So there it was.
I had woken up because one of our clients had a social media property that had offended someone. It wasn’t anything dramatic, a misspelling had suggested an offensive interpretation of a post we hadn’t intended.
A few kind words, an offer or two and just like that, things were back to normal.
Ever since, I’ve gotten into the habit of paying attention to the ways that brands respond to negative feedback. Some of my favorites are the big players.
I have no real reason to pick on Home Depot, they just happen to be big enough (Facebook, 2mm Likes) to talk about, and when I had noticed that they had run afoul of a bit of fake news, I was interested.
One of the real challenges of working in social media marketing is that more often than not you end up in a situation where it’s late at night and you can’t get ahold of any of the stakeholders in your organization. It can be worse if someone has left a comment about something that doesn’t seem quite right outside of the normal hours, but the truth is these sorts of sudden off script moments present a real challenge for the modern marketing organization.

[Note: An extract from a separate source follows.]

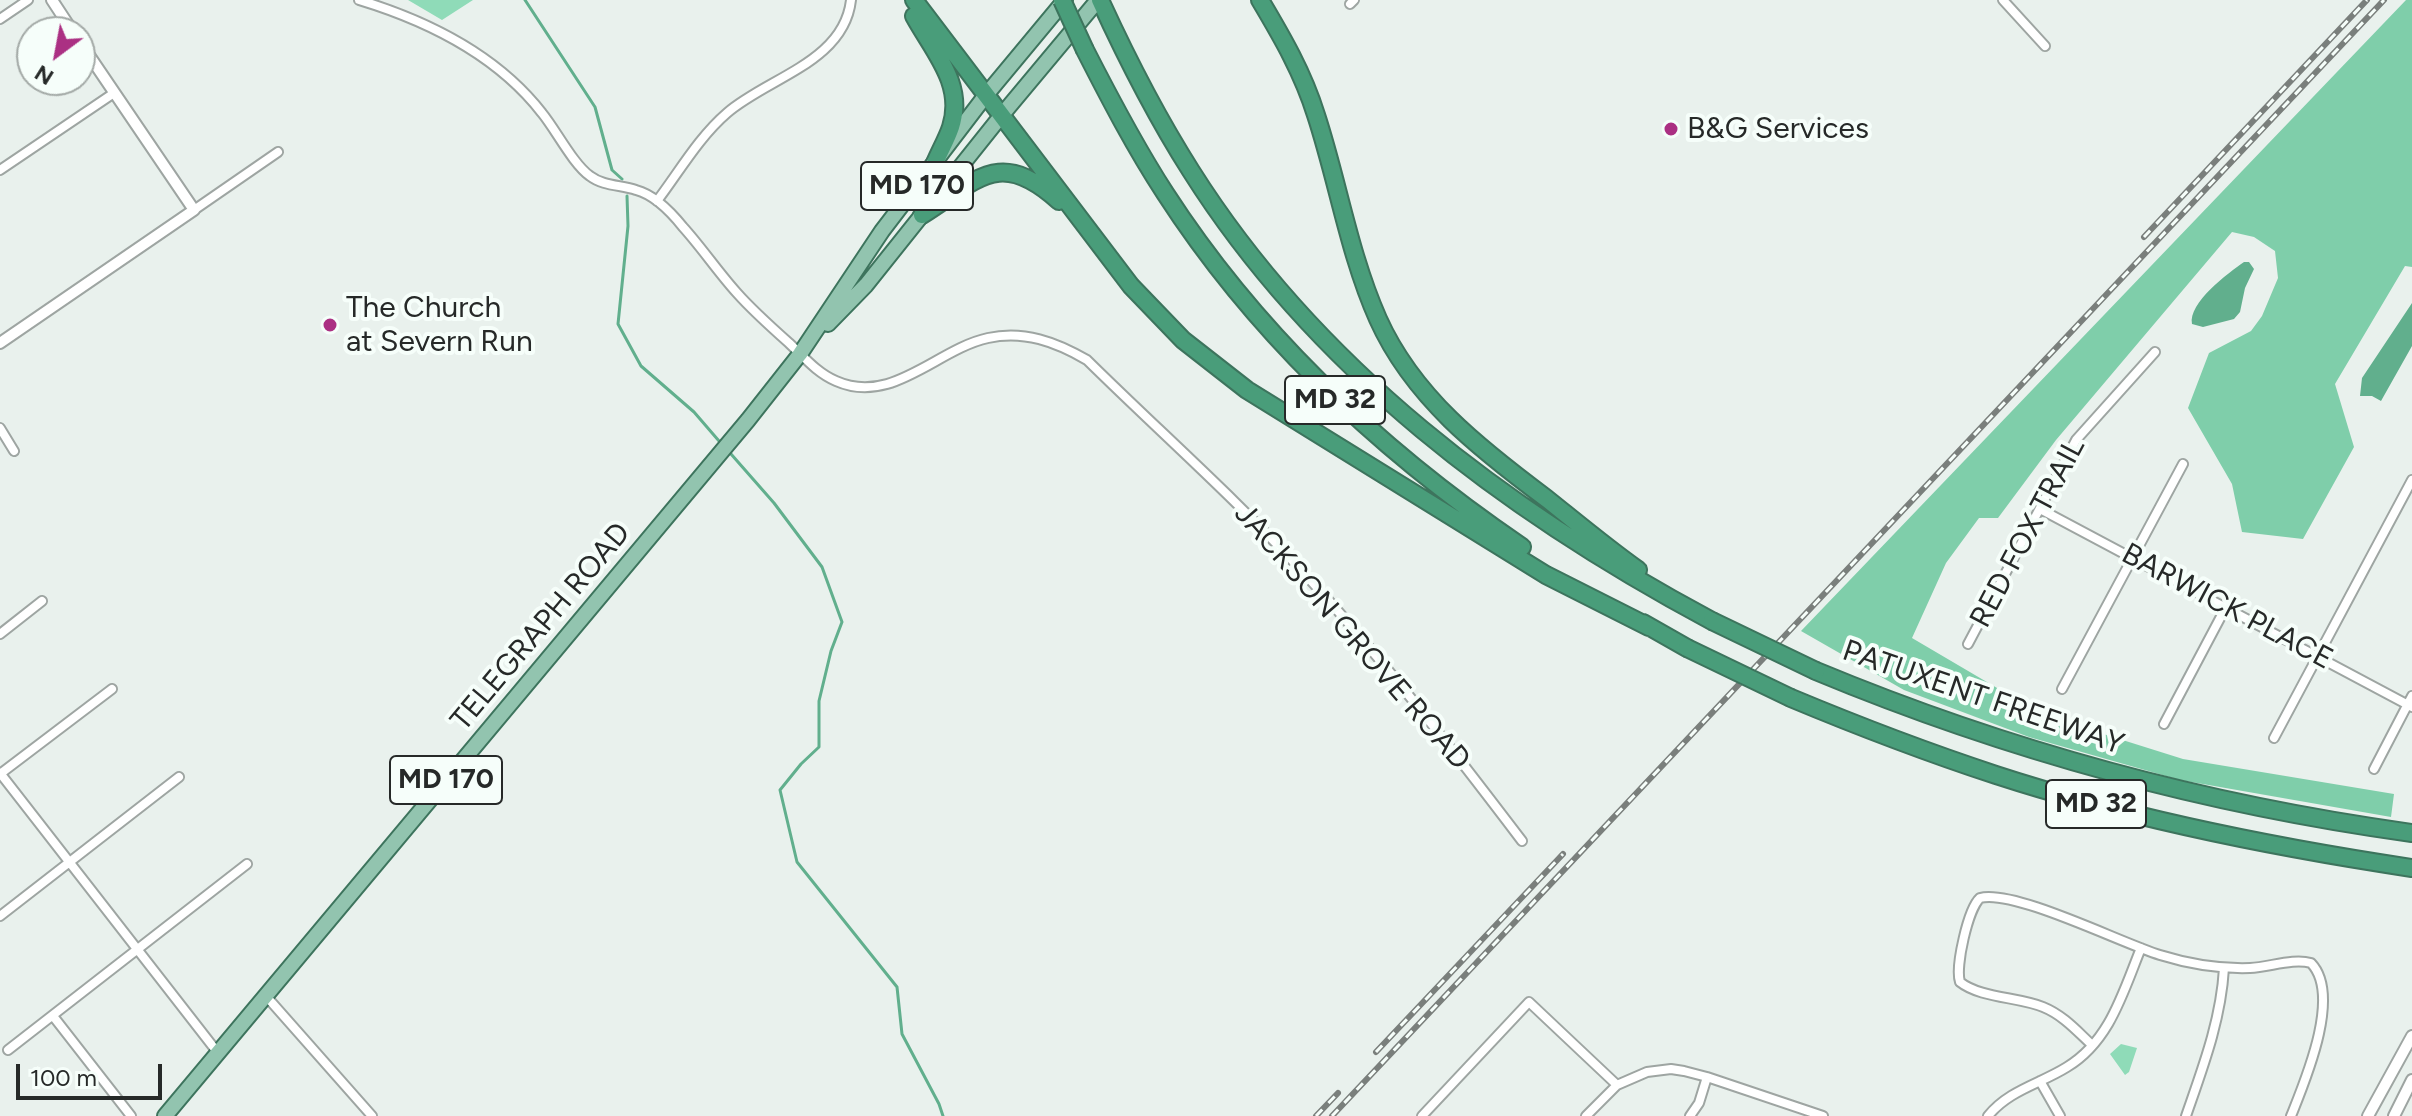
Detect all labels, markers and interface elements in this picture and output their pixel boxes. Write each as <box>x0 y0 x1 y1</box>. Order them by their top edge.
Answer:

One of the real troubles with this is that all too often, you end up in the same unfortunate position that the fine folks on Home Depot’s social media response team found themselves in the encounter captured in the screenshot above.
All too often, we can find ourselves struggling to respond to something that can seem to well organized to be random. Maybe it’s a handful of users fired up about a flag story, maybe it’s a cross section of an audience offended about the way a message was presented.
Often this sort of backlash is the product of a brand receiving a measure of attention from a community or segment of the population that’s found something to object to.
That isn’t always random.
It doesn’t really matter: when it happens, it can catch even the most disciplined of teams off guard.
It would be easy to write a post about how the team could have made a joke or leveraged the controversy to their advantage. The truth is, that no marketing team on the planet should be expected to catch every reference nor can it deploy a strategy to take advantage of every opportunity that presents itself.
Easier still would be to explore the ways in which potential for outrage should be examined in any pre-posting review process.
But neither of these points would address the underlying problem that causes so many front line marketing specialists panic.
And, under that line of reasoning the reaction from the Home Depot team might seem strange. I think there’s more to it than that.
The truth is that backlash like this can’t be messaged around.
It can’t be predicted.
It can’t be avoided.
When it comes to backlash like this, you really only have one option. Your response has to be accommodating.
You can’t always prepare your team to anticipate the sort of situation where this kind of reaction is necessary.
That doesn’t mean you’re out of options.
Instead, try and cultivate a principled driven customer success program. Establish a system to evaluate the significance of different reactions. Highlight the values you know you need your team to exemplify. Set priorities.
That’s what I like about the example above. You can clearly tell that even if the CsR didn’t have a clue how to respond to the flag based inquiry, they knew to communicate the value of empathy and to offer to move the conversation to a more private channel.
It won’t work every time and it certainly won’t win any awards for elegance, but what I learned this week was that the truth is this sort of consistent discipline can make a big difference when it comes to maintaining your community online.